Comment 40 Priit O. 2021-01-05 14:34:11 UTC
Downloaded the distilled_hang1.pcap and ran the command on the NIC. 20 times. No hang. How can I create my own version? :)
Comment 41 WGH 2021-01-05 14:53:44 UTC
It's Heiner's call, but I'd say that yours is a different bug.

> How can I create my own version?

Capture the network traffic with Wireshark or tcpdump when the hang occurs. You'll likely notice TCP retransmissions when it happens. If tcpreplaying it gives the same problem - good news, you're mostly there. Wireshark lets you export a selected subset of packets to a new file, which may help to minimize the testcase.
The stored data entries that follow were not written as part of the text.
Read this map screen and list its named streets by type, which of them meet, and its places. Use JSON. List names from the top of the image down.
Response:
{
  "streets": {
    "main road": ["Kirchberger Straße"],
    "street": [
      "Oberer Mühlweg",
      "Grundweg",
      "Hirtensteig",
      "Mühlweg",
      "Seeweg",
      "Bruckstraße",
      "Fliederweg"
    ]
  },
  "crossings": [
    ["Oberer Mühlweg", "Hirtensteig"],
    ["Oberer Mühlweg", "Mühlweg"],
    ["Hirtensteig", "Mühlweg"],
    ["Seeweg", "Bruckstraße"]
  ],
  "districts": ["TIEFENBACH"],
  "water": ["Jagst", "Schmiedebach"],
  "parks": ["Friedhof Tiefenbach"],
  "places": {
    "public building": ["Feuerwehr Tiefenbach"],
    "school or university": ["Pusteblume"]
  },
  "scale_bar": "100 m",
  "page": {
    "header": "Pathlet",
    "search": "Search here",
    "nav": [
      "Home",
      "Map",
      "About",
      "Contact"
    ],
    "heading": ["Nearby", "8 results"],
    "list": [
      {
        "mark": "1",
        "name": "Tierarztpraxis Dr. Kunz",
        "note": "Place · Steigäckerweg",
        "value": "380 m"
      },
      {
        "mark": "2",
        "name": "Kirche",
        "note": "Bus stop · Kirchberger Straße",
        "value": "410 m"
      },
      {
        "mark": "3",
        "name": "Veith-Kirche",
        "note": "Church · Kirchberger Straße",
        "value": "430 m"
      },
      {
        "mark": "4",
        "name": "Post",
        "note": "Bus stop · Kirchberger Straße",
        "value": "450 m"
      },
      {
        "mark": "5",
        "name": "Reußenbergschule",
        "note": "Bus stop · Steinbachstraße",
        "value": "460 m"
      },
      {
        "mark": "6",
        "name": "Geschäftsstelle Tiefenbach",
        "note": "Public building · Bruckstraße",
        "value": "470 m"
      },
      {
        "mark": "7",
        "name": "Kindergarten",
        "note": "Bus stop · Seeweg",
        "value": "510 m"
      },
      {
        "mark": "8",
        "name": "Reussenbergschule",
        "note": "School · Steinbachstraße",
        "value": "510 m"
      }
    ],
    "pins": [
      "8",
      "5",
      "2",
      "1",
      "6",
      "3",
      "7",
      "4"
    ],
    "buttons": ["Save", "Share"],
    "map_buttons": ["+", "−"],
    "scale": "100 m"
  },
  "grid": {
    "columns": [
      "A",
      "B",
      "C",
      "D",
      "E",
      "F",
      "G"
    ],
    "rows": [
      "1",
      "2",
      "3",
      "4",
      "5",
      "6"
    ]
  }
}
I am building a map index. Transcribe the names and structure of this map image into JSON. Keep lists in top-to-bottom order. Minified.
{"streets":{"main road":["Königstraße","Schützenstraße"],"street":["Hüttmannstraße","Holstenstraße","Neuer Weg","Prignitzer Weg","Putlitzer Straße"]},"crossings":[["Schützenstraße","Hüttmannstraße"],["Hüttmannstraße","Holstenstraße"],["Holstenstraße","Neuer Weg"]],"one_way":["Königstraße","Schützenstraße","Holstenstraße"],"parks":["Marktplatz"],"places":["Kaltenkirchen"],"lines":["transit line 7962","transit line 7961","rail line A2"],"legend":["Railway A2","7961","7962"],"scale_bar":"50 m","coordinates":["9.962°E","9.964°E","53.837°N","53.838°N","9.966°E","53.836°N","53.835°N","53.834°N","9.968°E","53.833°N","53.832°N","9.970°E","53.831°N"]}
If _incoming_ traffic causes the problem, then you might need to replay the traffic from a different machine.
Comment 42 Priit O. 2021-01-05 17:30:46 UTC
it's kind of stupid to find the correct package because tcpreplay fails to deal with big packages (does not fragment them?) and just dies. Is there some flag or trick I can use to remedy that?

Warning: Unable to send packet: Error with PF_PACKET send() [119]: Message too long (errno = 90)
Actual: 118 packets (87206 bytes) sent in 0.009997 seconds
Rated: 8723216.9 Bps, 69.78 Mbps, 11803.54 pps
Flows: 19 flows, 1900.57 fps, 119 flow packets, 0 non-flow
Statistics for network device: huginn
	Successful packets:        118
	Failed packets:            1
	Truncated packets:         0
	Retried packets (ENOBUFS): 0
	Retried packets (EAGAIN):  0
Comment 43 WGH 2021-01-05 17:40:16 UTC
This might be caused by TSO/GSO.

(When TSO is active, the in-kernel TCP/IP stack implementation sends seemingly oversized TCP segments to the network card, which cuts it up to appropriately sized segments, offloading the segmentation to the network card instead of CPU. Note that it has nothing to do with IP fragmentation. As a side effect, tcpdump usually captures such impossibly large IP datagrams, even though they will appear normal on the wire.)

Try to temporarily disable TSO/GSO with ethtool, that should fix the capture.
Comment 44 Priit O. 2021-01-05 18:01:28 UTC
Created attachment 294519 [details]
30 packets to cause crash

probably takes less than all those 30.
Comment 45 WGH 2021-01-05 18:41:05 UTC
Yup, I can also reproduce it with your pcap.
Comment 46 WGH 2021-01-05 19:02:21 UTC
The vendor r8125 driver hangs the same way. However, their driver doesn't even have a fix for my "distilled pcap" yet.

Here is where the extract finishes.